The structure of $$\text{PCl}_5$$ in the solid state is:

We recall first that $$\text{PCl}_5$$ shows different structures in different physical states. In the gaseous or liquid phase it behaves as a discrete, covalent molecule and adopts the $$\text{trigonal\ bipyramidal}$$ geometry predicted from VSEPR theory for five electron pairs around phosphorus. However, when we cool the substance sufficiently to obtain the solid state, experimental X-ray diffraction studies reveal that individual $$\text{PCl}_5$$ molecules do not survive intact. Instead, each molecule ionises inside the crystal lattice.

The ionisation process can be written as

$$\text{PCl}_5 \longrightarrow [\text{PCl}_4]^+ + [\text{PCl}_6]^-. $$

Now we identify the geometries of the two ions produced.

1. For $$[\text{PCl}_4]^+$$ we have a central phosphorus atom surrounded by four chloride ions. According to VSEPR theory, “four regions of electron density” around a central atom lead to the $$\text{tetrahedral}$$ arrangement because a tetrahedron keeps the four bonding pairs as far apart as possible, minimising repulsion.

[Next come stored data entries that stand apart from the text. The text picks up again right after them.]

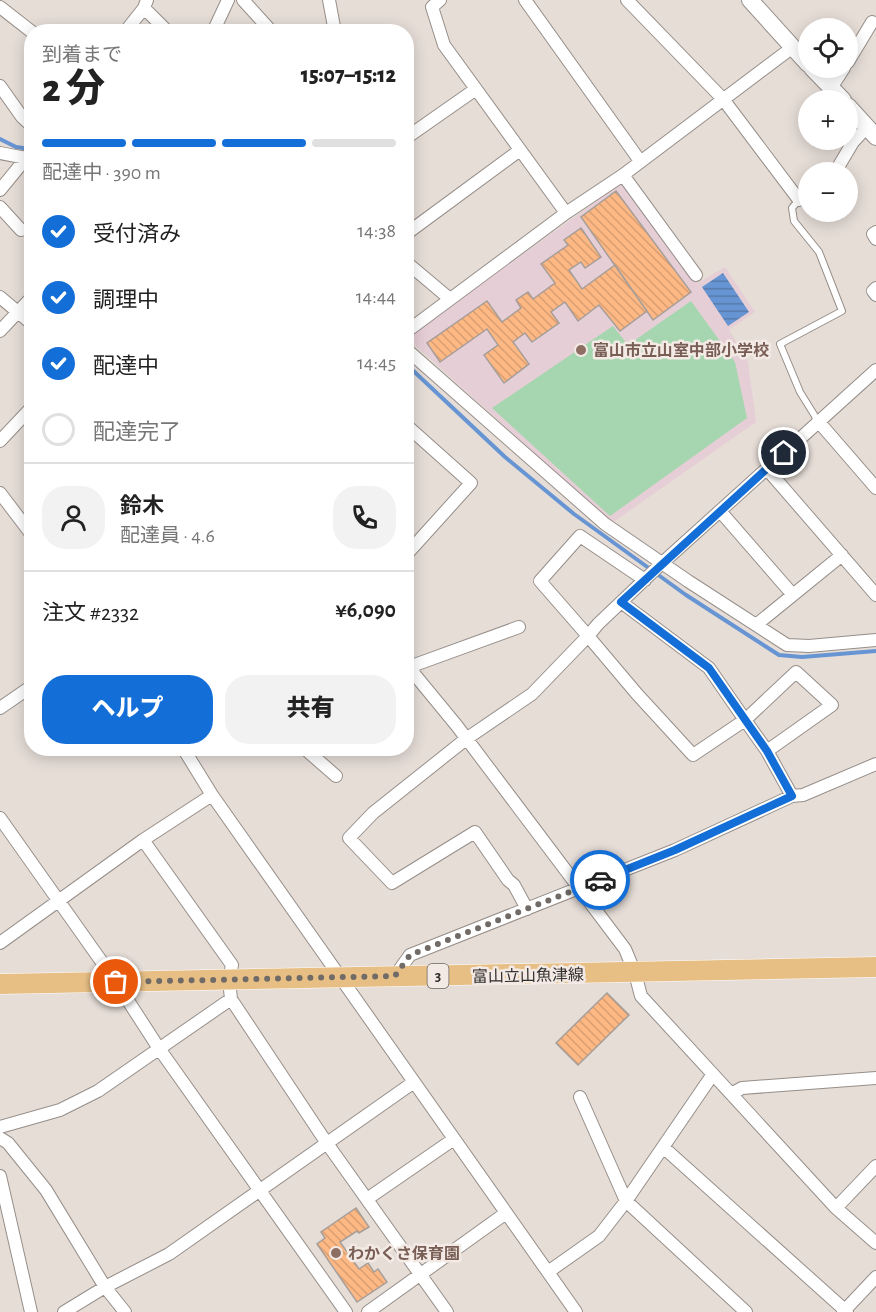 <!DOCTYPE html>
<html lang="ja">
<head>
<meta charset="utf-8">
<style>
	body { margin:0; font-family:"Alegreya Sans","Noto Sans JP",sans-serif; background:#f2f2f2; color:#222; height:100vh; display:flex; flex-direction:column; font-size:22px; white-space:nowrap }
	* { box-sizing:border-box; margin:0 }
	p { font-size:20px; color:#767676 }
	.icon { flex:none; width:33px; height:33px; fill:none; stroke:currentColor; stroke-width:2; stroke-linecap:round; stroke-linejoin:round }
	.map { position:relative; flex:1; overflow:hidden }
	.panel { position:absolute; left:24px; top:24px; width:390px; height:732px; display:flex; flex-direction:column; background:#fff; border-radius:24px; box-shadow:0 3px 15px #0003 }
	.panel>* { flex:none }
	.tools { position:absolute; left:798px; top:18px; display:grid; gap:12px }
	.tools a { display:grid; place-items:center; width:60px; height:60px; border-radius:50%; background:#fff; box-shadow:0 3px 15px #0003; font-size:30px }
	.pin { position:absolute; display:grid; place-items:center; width:51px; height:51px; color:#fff; margin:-26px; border:3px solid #fff; border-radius:50%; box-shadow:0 2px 6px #0007 }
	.courier { position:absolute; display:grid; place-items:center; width:60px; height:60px; margin:-30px; border:4px solid #136ed7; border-radius:50%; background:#fff; color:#222; box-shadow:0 2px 8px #0007 }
	.headline em { font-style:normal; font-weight:800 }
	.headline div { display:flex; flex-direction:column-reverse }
	.headline { display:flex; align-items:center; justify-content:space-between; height:102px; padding:0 18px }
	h1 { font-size:39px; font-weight:800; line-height:45px }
	.bar { display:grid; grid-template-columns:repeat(4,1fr); gap:9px 6px; align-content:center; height:72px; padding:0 18px }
	.bar i { height:8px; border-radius:4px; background:#e0e0e0 }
	.bar .selected { background:#136ed7 }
	.bar p { grid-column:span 4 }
	.line { display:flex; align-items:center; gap:15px; padding:0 18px; border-top:2px solid #e0e0e0 }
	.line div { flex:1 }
	.round { display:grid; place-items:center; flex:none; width:63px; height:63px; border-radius:24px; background:#f2f2f2 }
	ol { padding:0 18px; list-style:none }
	li { display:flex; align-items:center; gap:18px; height:66px }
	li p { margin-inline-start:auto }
	li .icon { padding:6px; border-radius:50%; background:#136ed7; color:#fff; stroke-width:4 }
	li:last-child { color:#767676 }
	li i { width:33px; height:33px; border:3px solid #e0e0e0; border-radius:50% }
	.cta { display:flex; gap:12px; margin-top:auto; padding:12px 18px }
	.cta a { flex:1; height:69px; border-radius:24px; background:#136ed7; color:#fff; font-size:24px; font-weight:800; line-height:69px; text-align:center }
	.cta a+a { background:#f2f2f2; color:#222 }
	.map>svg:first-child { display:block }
	.education { fill:#e6ced6 }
	.pitch { fill:#a5d6af }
	.water { fill:url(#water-rules) }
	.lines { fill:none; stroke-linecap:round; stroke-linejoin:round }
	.stream { stroke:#6795d3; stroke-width:4 }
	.building { fill:url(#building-back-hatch); stroke:#a69e99; stroke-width:1.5 }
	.service-casing { stroke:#968e89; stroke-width:8 }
	.minor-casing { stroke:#968e89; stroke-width:14 }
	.secondary-casing { stroke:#968e89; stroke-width:18 }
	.primary-casing { stroke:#fff; stroke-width:21 }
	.service { stroke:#fff; stroke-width:6 }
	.minor { stroke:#fff; stroke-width:12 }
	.secondary { stroke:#fff; stroke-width:16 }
	.primary { stroke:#e7bf85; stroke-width:20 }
	.done { stroke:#706b67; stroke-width:6; stroke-dasharray:0 10.8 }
	.route { stroke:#136ed7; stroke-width:8 }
	.education-dot { fill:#8d6e63; stroke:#f3eae5; stroke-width:2 }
	.labels { text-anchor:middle; stroke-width:5; stroke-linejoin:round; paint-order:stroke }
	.shield { fill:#f3eae5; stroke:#6a6662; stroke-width:1.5 }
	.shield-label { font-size:15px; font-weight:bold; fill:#302d2a }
	.education-label { font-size:16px; font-weight:bold; fill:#785e54; stroke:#f3eae5; text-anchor:start }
	.street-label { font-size:16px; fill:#302d2a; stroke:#f3eae5 }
</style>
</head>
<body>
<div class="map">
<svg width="876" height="1312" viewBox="0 0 876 1312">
	<defs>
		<pattern id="water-rules" width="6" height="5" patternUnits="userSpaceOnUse" patternTransform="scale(1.5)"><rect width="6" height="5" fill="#6795d3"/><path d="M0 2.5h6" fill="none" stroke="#557aab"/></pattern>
		<pattern id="building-back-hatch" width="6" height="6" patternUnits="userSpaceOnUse" patternTransform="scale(1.5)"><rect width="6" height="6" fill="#fdb884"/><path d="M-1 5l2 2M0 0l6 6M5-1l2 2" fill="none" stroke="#d99e72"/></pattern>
	</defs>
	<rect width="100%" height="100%" fill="#e6ddd7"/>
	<path class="education" d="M623,182l75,101 27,-16 30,45 -26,18 19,32 8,60 -144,101 -205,-185z"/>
	<path class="pitch" d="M691,301l44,61 12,56 -137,98 -118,-108 121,-82 15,19z"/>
	<path class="water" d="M723,273l26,39 -21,14 -26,-39z"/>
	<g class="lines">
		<path class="stream" d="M0,139l16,8 14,2
			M406,364l99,93 69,57 112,81 93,60 23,2 74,-6"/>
	</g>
	<path class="building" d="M616,191l75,101 -38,28 -72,-103z
		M581,228l20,29 -16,11 -4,-6 -12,8 13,19 33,-24 32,46 -27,20 -21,-26 -21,16 -13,-19 -14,10 8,11 -27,19 -7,-9 -12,9 16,22 -25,19 -20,-28 14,-10 -11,-16 -47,33 -13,-19 60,-42 15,21 19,-14 -5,-8 12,-8 5,7 22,-16 -14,-19 27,-19 -4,-5z
		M607,993l22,22 -51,50 -22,-22z
		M356,1208l13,19 -10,6 -2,-2 -17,11 19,27 9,-6 6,9 4,-3 9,13 -30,20 -40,-58 8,-6 -4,-6z"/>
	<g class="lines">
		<g class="service-casing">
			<path id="service" d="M799,200l-7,8 2,13 25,31 23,59 -62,33 20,48 18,29"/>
		</g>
		<g class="minor-casing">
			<path id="minor" d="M243,0l29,32
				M329,0l6,32
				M440,0l-8,7 12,38 122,168
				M525,0l115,161
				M627,0l96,99 76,101 9,-8
				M0,7l32,25
				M144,8l24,24
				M125,32l19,-24 3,-8
				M213,32l15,-32
				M848,62l24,-40
				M0,86l22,31 10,9
				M831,88l13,-20
				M406,138l70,-49
				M0,153l31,6
				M833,172l4,-3 16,-27 14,-15
				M623,175l73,100
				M0,190l32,-39
				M0,207l21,23
				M876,232l-3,2 3,5
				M406,234l114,-84
				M406,262l44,37
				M876,288l-3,3 3,4
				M0,297l32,27
				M0,331l32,-34
				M406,332l160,-119 57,-38 170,-128
				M406,349l199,175 83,57 99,64 22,1 67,-6
				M818,421l58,67
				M406,425l65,58 -65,72
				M0,441l32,-34
				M767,469l109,126
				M0,493l32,42
				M720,511l73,84
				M621,602l88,66 36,52 51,-48 36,33 -65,46
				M756,625l86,-70
				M406,664l51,62 168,223 10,24 6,23 195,212 40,35
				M409,667l110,-40
				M0,708l32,-22
				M183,748l29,47 364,517
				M304,748l32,28
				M792,796l-25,-45 -22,-31 -52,35 -56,-61 -49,-58 10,-12 61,-58 217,-196
				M0,818l116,164 42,65 188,265
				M143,840l89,125 -3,15 2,19 95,143 121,170
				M527,909l-13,-24 -6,-5 -33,-48 -83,51 -43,-45 24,-25 93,-74 66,-45 56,-58 -48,-55 40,-45 65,44
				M0,943l143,-103 69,-45
				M395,976l15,-21 265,-105 117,-54 11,-1 73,-31
				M731,1094l11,-6 134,-10
				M580,1097l46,104 120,111
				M0,1127l60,-17 38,-19 133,-92
				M0,1138l8,5 38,47 59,97 20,25
				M663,1147l184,165
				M0,1176l31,136
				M367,1199l87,-60
				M836,1208l40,-42
				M548,1272l51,-36 27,-35 87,-127
				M64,1312l41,-25 64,-33 245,-172
				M368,1312l138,-99
				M843,1312l33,-35"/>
		</g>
		<g class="secondary-casing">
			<path id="secondary" d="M750,0l58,64
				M812,68l31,32
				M848,106l28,31"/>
		</g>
		<g class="primary-casing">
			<path id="primary" d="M0,984l876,-17"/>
		</g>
		<use href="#service" class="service"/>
		<use href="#minor" class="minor"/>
		<use href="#secondary" class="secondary"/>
		<use href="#primary" class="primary"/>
	</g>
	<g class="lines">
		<path class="done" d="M116,982l279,-6 15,-21 190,-75"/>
		<path class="route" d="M600,880l75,-30 117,-54 -25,-45 -58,-83 -88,-66 163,-149"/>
	</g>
	<g class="education-dot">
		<circle cx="581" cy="350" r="6"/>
		<circle cx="336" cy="1253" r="6"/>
	</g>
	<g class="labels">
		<rect class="shield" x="427.5" y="964" width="21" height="24" rx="4.5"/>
		<g class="shield-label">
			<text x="438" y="981">3</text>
		</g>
		<g class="education-label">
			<text x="593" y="356">富山市立山室中部小学校</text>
			<text x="348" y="1259">わかくさ保育園</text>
		</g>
		<g class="street-label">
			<text transform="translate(528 975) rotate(-1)" y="6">富山立山魚津線</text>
		</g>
	</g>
</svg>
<div class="tools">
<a><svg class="icon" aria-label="locate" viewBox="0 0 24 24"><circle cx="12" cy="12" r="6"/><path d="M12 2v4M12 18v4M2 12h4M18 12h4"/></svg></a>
<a>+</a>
<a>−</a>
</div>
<div class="pin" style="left:116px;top:982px;background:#ea580c"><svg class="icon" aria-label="bag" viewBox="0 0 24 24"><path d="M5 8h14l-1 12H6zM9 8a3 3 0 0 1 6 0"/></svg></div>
<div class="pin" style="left:784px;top:453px;background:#1f2937"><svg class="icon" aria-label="home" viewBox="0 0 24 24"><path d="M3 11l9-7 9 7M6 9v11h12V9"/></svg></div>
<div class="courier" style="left:600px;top:880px"><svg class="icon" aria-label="car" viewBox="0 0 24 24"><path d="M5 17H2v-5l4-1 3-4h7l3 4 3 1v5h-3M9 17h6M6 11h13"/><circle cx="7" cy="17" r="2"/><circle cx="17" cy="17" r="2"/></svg></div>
<section class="panel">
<div class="headline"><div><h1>2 分</h1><p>到着まで</p></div><em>15:07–15:12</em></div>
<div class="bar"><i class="selected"></i><i class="selected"></i><i class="selected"></i><i></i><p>配達中 · 390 m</p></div>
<ol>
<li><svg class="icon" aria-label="check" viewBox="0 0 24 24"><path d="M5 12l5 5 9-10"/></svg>受付済み<p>14:38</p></li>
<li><svg class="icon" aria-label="check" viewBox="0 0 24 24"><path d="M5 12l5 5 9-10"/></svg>調理中<p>14:44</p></li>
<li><svg class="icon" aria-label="check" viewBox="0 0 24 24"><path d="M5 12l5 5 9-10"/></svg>配達中<p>14:45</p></li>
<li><i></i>配達完了</li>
</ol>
<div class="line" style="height:108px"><a class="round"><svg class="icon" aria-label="person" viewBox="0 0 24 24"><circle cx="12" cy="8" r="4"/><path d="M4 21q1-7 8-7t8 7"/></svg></a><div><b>鈴木</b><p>配達員 · 4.6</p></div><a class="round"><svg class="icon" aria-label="phone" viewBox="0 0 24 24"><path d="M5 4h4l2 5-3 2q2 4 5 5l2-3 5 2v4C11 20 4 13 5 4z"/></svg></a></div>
<div class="line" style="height:78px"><div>注文 #2332</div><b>¥6,090</b></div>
<div class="cta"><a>ヘルプ</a><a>共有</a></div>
</section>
</div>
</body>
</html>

Therefore $$[\text{PCl}_4]^+$$ is tetrahedral.

2. For $$[\text{PCl}_6]^-$$ there are six chloride ions bonded to the central phosphorus atom. VSEPR tells us that “six regions of electron density” produce an $$\text{octahedral}$$ shape, again because an octahedron best minimises repulsions among six bonding pairs. Hence $$[\text{PCl}_6]^-$$ is octahedral.

Combining these observations we see that the solid contains discrete $$[\text{PCl}_4]^+$$ tetrahedral cations and $$[\text{PCl}_6]^-$$ octahedral anions packed together in an ionic lattice. This description matches exactly the statement given in Option A.

Hence, the correct answer is Option A.